Ibrahim Aldoss, MD: We make our own CAR T cells here as well at City of Hope [Comprehensive Cancer Center], and we have significant experience, even as an adult oncologist here. We see these high responses in adults as well. Toxicity is always challenging, especially when we talk about older patients having severe CRS [cytokine release syndrome]. We see more neurotoxicity in older patients. But I would say it’s manageable. The problem with CAR T cells is it’s not immediately available like other therapies, and the issue with that is, we lose some patients from toxicity between the time we perform leukapheresis on the patient and they receive the CAR T cells. And, as you commented, there is an early adverse effect related to neurotoxicity. If you look at the ELIANA study, close to half of the patients end up being transferred to the ICU [intensive care unit] because of severe CRS. There’s significant risk of neurotoxicity as well. They are manageable, but also you can see a long-term complication of the CAR T cells, the B cells, they tend to have high risk of complication as well. One of the emerging questions is the role of the transplant after CAR T cells, and it’s a very debatable question. And we have seen the studies. It all depends on the construct of the CAR, the costimulatory [domain], the kind of patients you treat; would you transplant these patients or not? We still recommend a transplant for these patients because we see over half of them, they will relapse in the first year. And it depends, again, on the CAR T cells and the setting. If the patient already failed one transplant or a second transplant, is there a benefit to transplant this patient or not? It’s still an area of debate, but again, there are different factors, different from one patient to another, different from the CARs being used. What’s your approach, James? What are your thoughts on that?

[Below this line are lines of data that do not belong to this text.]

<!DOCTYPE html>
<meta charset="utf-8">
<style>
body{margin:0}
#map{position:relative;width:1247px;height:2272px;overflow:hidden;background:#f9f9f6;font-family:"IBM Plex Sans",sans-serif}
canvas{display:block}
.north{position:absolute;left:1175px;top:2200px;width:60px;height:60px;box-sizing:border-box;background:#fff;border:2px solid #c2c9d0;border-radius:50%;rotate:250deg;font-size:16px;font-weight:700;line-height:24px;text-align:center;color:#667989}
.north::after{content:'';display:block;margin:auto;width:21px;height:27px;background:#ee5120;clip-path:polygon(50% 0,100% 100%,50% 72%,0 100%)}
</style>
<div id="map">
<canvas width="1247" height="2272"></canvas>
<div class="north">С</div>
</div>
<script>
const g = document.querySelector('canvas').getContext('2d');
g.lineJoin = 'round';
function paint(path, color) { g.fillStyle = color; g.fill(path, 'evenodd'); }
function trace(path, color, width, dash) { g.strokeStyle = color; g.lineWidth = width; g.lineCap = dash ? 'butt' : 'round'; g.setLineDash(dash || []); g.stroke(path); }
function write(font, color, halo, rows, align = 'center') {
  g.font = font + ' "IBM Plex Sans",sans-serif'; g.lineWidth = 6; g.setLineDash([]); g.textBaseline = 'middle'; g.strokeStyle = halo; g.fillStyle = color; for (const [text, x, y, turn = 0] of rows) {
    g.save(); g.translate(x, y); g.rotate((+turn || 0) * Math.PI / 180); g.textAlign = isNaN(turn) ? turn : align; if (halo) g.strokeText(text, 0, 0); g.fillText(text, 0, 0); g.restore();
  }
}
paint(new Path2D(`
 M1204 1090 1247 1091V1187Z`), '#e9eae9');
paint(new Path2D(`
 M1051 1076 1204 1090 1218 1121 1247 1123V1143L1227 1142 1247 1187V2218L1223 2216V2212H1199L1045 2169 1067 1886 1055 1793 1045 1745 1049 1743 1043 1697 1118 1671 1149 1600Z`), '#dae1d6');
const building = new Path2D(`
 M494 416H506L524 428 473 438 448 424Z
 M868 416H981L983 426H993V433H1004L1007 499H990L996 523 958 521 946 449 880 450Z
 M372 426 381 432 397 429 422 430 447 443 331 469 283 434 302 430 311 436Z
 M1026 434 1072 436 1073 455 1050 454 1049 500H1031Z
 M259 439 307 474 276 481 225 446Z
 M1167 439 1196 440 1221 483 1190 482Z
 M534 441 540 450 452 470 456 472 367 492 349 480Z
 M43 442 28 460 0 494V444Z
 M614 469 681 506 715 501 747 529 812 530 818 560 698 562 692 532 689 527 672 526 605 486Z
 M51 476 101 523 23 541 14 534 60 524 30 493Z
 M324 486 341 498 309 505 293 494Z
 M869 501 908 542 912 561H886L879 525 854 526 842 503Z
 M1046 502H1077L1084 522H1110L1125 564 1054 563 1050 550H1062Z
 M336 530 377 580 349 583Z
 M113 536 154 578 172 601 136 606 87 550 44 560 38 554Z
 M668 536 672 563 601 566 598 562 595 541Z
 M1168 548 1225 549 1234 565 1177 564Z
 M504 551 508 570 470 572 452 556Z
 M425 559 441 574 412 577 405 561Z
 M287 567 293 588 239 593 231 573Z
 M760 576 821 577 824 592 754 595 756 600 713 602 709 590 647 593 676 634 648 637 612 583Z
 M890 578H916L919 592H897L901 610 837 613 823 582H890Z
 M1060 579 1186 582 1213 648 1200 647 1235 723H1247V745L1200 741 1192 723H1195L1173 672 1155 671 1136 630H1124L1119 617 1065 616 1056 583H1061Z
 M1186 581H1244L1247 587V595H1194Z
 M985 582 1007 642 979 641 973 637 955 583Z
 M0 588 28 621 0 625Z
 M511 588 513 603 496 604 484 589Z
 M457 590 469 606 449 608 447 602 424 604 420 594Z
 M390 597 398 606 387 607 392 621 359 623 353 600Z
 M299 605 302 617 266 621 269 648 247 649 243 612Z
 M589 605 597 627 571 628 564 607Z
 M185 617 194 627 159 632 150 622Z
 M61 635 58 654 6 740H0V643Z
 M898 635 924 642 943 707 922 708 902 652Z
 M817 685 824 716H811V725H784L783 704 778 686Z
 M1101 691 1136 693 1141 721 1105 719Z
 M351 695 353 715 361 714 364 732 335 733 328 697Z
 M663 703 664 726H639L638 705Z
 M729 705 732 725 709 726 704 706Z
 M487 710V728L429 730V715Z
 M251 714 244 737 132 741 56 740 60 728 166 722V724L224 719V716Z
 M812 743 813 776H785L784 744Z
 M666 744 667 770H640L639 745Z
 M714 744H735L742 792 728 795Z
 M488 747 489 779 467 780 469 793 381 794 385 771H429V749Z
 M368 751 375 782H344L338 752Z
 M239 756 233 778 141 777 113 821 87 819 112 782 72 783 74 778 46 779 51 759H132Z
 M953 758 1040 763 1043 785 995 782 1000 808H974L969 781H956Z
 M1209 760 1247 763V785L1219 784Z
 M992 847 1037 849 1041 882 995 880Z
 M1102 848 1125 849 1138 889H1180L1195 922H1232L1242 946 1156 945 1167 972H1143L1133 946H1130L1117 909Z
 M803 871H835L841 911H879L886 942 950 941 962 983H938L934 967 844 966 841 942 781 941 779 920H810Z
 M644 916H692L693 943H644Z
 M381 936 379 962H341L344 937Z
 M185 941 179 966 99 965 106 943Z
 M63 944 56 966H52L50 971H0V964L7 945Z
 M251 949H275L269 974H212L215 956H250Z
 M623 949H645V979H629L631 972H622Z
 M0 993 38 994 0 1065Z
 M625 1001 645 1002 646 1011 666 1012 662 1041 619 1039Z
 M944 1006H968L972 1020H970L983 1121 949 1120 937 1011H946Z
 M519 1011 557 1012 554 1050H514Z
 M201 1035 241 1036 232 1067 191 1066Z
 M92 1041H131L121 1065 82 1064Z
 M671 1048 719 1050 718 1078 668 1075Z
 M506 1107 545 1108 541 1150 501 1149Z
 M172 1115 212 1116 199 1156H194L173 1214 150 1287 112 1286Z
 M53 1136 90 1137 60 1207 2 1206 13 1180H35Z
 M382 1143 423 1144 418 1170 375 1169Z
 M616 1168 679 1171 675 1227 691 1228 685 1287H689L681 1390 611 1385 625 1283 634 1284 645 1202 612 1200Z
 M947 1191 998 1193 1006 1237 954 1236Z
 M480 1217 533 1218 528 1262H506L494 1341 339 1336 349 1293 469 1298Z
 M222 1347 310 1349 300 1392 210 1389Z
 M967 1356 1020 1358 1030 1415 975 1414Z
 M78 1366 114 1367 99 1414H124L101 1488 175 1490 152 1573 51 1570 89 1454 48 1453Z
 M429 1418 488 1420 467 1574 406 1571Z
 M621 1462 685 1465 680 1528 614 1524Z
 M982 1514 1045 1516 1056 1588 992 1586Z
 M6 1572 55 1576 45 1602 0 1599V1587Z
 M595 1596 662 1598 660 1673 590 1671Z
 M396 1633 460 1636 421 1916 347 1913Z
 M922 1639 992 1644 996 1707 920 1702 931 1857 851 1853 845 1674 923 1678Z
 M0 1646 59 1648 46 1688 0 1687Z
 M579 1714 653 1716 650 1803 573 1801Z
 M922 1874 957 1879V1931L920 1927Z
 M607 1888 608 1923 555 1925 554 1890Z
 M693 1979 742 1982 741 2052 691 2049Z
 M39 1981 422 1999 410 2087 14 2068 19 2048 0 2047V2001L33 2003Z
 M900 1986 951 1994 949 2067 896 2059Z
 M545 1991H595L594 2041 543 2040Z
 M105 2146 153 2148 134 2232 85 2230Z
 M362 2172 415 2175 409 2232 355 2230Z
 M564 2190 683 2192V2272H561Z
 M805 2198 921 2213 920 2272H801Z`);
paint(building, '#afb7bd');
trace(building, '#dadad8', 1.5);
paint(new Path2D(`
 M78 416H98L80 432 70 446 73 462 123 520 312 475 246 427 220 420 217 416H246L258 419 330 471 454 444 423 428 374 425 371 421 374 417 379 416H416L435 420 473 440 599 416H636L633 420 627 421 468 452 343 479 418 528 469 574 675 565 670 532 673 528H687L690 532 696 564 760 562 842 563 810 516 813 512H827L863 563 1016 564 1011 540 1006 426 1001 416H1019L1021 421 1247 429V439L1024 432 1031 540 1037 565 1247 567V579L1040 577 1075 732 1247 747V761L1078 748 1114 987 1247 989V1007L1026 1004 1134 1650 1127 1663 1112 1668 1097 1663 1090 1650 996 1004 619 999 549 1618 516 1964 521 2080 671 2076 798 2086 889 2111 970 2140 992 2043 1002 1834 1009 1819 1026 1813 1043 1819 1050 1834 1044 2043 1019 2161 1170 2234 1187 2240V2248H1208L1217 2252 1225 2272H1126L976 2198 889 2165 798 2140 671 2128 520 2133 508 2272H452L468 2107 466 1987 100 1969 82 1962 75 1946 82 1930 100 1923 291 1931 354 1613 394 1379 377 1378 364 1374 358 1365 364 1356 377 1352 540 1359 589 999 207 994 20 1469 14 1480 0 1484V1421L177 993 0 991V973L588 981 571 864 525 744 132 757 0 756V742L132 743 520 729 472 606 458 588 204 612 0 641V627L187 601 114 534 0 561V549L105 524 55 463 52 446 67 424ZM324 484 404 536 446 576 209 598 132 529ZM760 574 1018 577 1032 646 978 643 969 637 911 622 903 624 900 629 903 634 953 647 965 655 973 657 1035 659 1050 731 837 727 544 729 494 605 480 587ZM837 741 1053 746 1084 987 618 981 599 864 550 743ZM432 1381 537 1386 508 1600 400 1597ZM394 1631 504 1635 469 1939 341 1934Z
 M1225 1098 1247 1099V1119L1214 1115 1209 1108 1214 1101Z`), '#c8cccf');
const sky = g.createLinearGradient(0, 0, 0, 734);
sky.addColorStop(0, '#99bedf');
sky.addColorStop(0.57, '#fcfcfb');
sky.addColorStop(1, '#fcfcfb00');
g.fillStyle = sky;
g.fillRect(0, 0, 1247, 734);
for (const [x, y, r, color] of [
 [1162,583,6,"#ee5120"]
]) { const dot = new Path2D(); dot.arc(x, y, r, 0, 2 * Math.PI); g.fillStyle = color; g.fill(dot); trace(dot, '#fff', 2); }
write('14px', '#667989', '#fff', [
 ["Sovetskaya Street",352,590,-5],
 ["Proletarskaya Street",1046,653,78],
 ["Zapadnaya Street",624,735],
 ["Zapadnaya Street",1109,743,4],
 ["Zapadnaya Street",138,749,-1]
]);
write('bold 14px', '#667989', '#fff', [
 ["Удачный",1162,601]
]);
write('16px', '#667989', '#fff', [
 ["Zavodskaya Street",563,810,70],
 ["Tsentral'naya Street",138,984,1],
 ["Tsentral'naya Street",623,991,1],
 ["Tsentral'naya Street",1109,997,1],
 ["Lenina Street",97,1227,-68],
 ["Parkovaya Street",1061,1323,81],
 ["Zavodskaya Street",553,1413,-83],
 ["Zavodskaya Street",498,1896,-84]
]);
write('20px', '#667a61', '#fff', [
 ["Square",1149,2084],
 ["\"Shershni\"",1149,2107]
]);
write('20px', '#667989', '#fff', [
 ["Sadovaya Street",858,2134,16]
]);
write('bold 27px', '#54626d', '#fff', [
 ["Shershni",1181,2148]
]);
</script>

James K. McCloskey, MD: Very similar. If we’re talking first relapse, or pretransplant in patients who’ve not yet had a transplant, or had a distance between their first transplant, we would typically transplant a patient a first time or even a second time if possible. We’re limited by data, particularly in these patients. To be fair, even in the ELIANA trial, it’s important to realize that the median age in that trial was around 12 or 13. That’s very different than a 21-, 22-, 25-year-old. We typically transplant them. There have been some series of patients and more data coming out, looking at sequential CAR T transplant. Just earlier this year, in the spring, there was a paper from [Nirali] Shaw, [MD,] I think, in JCO [Journal of Clinical Oncology] showing high response rate, long duration, and durability of response with this kind of sequential process. If we think about this in the relapsed/refractory setting, this might have different potential early in treatment. As opposed to blinatumomab or inotuzumab, there are distinct challenges that you’ve already mentioned, the toxicities, the logistics, and the cost, that make this not as appealing as a therapy to be moving early on. But that could change in the future as we develop other products with different tolerability profiles, and off-the-shelf kind of products might be more accessible.